**Data shown:**

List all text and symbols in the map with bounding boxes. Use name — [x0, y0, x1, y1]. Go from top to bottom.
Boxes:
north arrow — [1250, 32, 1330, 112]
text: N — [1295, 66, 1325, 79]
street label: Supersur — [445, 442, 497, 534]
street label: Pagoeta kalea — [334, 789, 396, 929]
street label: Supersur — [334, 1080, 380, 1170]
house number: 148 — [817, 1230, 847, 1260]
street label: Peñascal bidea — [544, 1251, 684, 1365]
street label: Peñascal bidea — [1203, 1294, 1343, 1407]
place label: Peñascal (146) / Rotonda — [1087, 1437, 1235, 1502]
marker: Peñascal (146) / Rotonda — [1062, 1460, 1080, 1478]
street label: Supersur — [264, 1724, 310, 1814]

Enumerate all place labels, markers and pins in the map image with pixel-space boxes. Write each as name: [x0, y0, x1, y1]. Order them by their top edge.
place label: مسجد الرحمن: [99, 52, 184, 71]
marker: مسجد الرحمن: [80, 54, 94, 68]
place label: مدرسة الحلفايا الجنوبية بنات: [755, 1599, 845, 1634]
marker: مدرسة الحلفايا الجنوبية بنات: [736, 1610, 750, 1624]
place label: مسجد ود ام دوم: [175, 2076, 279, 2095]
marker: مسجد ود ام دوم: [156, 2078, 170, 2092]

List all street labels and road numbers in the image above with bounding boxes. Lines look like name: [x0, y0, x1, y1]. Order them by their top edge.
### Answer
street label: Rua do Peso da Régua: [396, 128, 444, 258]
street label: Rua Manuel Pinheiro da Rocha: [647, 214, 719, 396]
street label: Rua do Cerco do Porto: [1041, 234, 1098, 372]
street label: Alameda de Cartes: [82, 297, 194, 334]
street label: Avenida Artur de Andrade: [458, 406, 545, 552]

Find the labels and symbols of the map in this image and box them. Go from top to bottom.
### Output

**What is expected:**
Wherever the string "symbols" shows up in the material, copy the line that holds it.

**Response below:**
List all text and symbols in the map with bounding boxes. Use name — [x0, y0, x1, y1]. Go from top to bottom.
Find the labels and symbols of the map in this image and box them. Go from top to bottom.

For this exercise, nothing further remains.